Power-pop legend, acclaimed singer-songwriter, and venerated guitarist Tommy Keene has died.
The 59 year-old Keene passed away unexpectedly, but peacefully, in his sleep at his Los Angeles area home on Wednesday. Keene – who recorded for Geffen, Matador Records, and Second Motion, among others – built an impressive and acclaimed catalog over the course of his nearly 40-year career, spanning eleven full-lengths, four EPs, three compilations, and a live album.
Hailed by fans, critics and fellow musicians for the moving and consistently high quality of his pop songcraft, he was also consummate rock and roller. Over the course of his career, Keene worked with a range of artists who admired his work, including The Replacements’ Paul Westerberg, R.E.M.’s Peter Buck, Guided by Voices’ Robert Pollard, the Goo Goo Dolls, and the Gin Blossoms, among others.
Born in Evanston, Illinois and raised in Bethesda, Maryland, Keene launched his career in the late-‘70s as a guitarist with a series of Washington D.C.-area combos including the Rage and the Razz, before hitting the national scene as a solo act in 1982 with the release of his debut Strange Alliance.
In 1984, Keene followed with a six-song effort titled Places That Are Gone (Dolphin). Blatantly romantic, unapologetically melodic, bittersweet but absolutely invigorating, the record landed high on the CMJ charts and atop the Village Voice Pazz & Jop EP of the Year poll.
Keene was soon being courted by major labels and ultimately signed with Geffen Records for 1986’s Songs From the Film. Produced by Beatles engineer Geoff Emerick, the album spawned two MTV videos and spent 12 weeks on Billboard’s Top 200. The accompanying Run Now EP led to the singer as well as its title track appearing in the Anthony Michael Hall movie Out of Bounds.
For 1989’s Based on Happy Times (Geffen) Keene headed down to Ardent Studios in Memphis to record with producers John Hampton and Joe Hardy. The ironically titled disc is the darkest album in the Keene catalog, with heavier guitars, fewer jangles, and a more brooding, fatalistic outlook.

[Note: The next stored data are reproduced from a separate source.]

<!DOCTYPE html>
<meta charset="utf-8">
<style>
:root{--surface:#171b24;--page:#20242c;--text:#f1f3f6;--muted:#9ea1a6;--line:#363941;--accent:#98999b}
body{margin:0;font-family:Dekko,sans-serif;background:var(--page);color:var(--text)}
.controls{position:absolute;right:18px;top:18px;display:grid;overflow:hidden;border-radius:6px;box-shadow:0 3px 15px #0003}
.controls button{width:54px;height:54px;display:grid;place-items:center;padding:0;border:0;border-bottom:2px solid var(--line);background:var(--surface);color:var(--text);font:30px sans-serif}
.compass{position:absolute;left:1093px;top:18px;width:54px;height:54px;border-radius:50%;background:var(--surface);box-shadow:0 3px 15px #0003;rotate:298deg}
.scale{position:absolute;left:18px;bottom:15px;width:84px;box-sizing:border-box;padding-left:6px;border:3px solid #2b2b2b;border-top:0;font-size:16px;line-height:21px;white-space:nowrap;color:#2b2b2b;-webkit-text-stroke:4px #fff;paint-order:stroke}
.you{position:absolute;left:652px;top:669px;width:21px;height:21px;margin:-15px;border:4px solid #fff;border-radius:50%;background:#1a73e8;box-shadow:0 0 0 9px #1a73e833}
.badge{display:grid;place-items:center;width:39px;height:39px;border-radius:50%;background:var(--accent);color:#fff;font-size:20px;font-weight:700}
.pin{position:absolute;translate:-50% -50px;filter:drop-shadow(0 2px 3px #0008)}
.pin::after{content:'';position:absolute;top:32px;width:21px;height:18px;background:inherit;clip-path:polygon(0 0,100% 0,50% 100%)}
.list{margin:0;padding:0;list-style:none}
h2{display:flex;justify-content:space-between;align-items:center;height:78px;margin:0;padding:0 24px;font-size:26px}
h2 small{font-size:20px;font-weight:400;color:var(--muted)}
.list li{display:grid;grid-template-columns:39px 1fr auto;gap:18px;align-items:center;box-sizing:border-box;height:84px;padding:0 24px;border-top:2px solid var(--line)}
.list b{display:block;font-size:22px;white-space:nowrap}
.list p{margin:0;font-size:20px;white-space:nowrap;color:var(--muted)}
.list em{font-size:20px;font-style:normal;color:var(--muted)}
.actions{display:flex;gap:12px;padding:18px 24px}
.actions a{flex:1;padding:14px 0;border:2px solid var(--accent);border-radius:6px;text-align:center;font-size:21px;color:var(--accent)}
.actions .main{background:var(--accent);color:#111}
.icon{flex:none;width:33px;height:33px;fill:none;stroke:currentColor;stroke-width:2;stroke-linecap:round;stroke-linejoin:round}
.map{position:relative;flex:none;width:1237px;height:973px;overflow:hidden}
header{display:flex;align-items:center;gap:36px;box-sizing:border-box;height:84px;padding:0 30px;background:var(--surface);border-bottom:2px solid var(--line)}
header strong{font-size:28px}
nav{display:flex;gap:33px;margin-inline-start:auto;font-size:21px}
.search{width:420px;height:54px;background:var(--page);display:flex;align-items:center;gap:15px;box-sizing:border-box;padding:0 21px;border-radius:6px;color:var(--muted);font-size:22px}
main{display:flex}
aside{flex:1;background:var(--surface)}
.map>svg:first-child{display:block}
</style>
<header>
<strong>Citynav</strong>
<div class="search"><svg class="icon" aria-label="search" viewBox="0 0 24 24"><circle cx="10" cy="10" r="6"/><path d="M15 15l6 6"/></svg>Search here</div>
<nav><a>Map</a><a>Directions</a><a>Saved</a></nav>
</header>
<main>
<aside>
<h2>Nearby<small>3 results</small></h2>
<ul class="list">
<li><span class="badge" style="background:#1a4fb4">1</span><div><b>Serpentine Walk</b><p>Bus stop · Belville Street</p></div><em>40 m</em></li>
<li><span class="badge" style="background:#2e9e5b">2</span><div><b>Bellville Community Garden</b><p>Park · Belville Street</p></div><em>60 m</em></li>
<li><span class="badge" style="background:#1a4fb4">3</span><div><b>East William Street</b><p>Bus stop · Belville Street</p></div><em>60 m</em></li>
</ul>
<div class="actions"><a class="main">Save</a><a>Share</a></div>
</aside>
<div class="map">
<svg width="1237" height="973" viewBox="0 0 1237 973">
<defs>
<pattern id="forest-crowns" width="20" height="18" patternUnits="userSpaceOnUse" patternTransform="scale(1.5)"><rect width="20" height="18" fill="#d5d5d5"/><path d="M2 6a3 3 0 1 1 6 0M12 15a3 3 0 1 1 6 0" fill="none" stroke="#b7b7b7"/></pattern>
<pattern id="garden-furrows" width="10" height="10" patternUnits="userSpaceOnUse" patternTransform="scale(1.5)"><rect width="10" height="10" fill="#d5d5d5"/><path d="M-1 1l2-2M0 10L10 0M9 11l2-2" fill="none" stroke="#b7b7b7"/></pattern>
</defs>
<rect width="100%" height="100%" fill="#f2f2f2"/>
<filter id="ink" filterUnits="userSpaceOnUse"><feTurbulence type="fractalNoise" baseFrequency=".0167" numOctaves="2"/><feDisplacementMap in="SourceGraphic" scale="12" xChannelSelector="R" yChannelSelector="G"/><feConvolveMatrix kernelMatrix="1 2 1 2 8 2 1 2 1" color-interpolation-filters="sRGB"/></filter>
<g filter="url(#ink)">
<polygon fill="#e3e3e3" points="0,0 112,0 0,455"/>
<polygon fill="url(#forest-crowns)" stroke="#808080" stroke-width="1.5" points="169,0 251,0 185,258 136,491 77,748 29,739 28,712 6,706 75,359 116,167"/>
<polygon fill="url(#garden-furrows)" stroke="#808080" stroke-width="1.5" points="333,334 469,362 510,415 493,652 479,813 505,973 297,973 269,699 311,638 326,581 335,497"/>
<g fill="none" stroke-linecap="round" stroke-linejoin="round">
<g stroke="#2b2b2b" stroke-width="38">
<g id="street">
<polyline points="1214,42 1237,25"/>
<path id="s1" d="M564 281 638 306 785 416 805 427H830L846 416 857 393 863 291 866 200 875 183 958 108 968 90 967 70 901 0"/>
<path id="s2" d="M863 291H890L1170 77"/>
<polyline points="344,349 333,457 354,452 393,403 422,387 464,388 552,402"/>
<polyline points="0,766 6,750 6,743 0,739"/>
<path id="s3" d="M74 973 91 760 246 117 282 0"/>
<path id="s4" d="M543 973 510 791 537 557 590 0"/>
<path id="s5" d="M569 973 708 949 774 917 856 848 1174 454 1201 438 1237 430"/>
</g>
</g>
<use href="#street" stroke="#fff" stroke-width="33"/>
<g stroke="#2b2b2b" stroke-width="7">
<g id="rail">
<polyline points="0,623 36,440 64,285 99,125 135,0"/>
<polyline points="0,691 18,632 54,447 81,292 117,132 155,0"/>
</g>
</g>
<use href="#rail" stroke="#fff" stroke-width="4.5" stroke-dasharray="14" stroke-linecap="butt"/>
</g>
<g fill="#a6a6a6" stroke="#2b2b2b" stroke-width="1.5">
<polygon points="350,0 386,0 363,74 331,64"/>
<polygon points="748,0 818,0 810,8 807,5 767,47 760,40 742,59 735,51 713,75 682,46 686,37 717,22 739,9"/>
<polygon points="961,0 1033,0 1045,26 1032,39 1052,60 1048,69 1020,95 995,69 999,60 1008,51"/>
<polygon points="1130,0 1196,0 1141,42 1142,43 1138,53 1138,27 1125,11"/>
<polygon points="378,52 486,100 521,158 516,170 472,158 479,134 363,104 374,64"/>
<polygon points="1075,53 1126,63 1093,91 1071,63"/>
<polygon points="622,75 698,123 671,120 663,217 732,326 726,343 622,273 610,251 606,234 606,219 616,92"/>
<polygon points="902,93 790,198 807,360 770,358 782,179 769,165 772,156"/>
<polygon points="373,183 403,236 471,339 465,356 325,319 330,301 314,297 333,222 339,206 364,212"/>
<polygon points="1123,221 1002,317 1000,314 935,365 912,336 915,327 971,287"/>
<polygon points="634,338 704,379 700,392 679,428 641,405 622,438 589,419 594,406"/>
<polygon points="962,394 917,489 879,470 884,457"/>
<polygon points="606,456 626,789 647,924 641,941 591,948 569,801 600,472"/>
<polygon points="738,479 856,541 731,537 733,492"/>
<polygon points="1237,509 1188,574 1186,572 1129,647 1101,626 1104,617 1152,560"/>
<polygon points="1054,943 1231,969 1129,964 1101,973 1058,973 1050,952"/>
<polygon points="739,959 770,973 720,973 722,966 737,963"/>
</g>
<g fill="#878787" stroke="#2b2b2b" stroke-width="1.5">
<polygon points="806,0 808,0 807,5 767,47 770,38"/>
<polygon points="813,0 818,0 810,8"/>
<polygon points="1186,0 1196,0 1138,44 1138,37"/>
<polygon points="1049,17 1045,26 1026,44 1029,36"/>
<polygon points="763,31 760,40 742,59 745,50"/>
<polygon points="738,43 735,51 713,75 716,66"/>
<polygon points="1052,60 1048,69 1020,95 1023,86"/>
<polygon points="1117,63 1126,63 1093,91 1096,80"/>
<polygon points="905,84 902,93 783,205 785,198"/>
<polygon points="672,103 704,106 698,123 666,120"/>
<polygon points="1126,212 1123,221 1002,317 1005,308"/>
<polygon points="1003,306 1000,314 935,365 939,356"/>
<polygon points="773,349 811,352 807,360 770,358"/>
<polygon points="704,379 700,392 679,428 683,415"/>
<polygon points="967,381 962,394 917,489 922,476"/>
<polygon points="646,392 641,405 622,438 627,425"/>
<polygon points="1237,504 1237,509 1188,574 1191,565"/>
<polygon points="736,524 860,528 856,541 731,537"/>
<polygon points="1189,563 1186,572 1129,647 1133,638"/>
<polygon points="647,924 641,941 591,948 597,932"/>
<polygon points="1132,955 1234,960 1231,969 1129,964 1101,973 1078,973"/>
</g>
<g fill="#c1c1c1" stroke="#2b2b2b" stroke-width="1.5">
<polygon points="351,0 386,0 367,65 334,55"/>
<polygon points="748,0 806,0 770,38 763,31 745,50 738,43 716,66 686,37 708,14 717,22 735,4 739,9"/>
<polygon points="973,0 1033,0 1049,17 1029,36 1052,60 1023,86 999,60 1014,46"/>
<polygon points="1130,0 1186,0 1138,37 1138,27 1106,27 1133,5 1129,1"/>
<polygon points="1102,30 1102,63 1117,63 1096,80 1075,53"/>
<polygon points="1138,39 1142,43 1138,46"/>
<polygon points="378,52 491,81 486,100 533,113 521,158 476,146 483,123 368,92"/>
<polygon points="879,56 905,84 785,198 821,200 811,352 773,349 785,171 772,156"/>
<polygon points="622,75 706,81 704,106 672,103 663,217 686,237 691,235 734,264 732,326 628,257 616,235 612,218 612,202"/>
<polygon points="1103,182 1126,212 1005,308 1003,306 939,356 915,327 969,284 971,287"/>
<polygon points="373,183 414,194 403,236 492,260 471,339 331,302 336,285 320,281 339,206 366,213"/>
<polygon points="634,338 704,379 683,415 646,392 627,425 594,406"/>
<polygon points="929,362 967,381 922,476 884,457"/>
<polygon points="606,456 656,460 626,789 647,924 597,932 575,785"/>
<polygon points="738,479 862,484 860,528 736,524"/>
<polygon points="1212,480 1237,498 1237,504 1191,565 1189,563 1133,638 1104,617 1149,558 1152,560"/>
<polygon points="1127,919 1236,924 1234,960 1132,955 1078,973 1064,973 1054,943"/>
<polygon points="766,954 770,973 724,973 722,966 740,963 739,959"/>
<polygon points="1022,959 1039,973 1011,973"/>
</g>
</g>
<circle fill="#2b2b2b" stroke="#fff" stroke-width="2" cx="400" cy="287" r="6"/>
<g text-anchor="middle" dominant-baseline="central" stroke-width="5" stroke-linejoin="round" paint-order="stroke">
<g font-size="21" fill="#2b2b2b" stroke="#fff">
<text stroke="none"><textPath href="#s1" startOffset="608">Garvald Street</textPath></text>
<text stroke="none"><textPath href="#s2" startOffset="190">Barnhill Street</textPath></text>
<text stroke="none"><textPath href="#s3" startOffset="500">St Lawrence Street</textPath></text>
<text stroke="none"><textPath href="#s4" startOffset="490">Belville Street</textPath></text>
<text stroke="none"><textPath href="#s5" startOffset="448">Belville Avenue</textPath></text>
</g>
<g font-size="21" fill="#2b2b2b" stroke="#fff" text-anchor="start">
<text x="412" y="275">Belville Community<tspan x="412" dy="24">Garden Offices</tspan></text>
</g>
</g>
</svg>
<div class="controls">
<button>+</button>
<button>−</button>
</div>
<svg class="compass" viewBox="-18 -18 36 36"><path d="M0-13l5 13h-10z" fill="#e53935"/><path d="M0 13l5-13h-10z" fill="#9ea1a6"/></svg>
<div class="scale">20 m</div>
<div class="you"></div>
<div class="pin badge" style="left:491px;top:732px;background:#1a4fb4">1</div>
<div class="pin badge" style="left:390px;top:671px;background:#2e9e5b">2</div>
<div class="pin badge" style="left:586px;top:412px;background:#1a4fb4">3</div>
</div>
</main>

Following the album’s release, Keene took a break from recording, eventually signing with Matador for 1996’s acclaimed “comeback” Ten Years After and its 1998 follow-up Isolation Party. Between 2000 and 2004 he released a live disc called Showtunes (Parasol), The Merry-Go-Round Broke Down (SpinArt) and rarities/demos/unreleased-tracks collection Drowning: A Tommy Keene Miscellany (Not Lame).
Keene also developed a career as in-demand sideman: he was a touring member of Sony/Creation-signed rockers Velvet Crush, and appeared on their 1995 live album Rock Concert. In 1996 he joined Paul Westerberg’s band, handling lead guitar duties on the Eventually tour and making appearances on “The Larry Sanders Show” and “The Late Show with David Letterman.” A trek opening for Guided By Voices led to his joining Robert Pollard in 2006 as a touring member of Pollards post-GBV band the Ascended Masters and, two years later, Boston Spaceships.
Meanwhile, 2006 also saw the release of Keene’s Crashing the Ether (Eleven Thirty), along with Blues and Boogie Shoes, a collaboration with Pollard under the Keene Brothers moniker. He put out a double-disc career-spanning set in 2011, Tommy Keene You Hear Me: A Retrospective 1983-2009.
In recent years, Keene continued to delivered a series of accomplished solo records for the Second Motion/School Kids labels, including 2015’s Laugh in the Dark, his final studio album. Keene had spent much of the past year on the road opening shows for fellow pop-rocker Matthew Sweet.
Keene is survived by his longtime partner, Michael Lundsgaard, his father Robert Keene, step-mother Dorothy Keene, brother Bobby Keene, nephews Hunter and Jason Keene, and his beloved dog, Coco.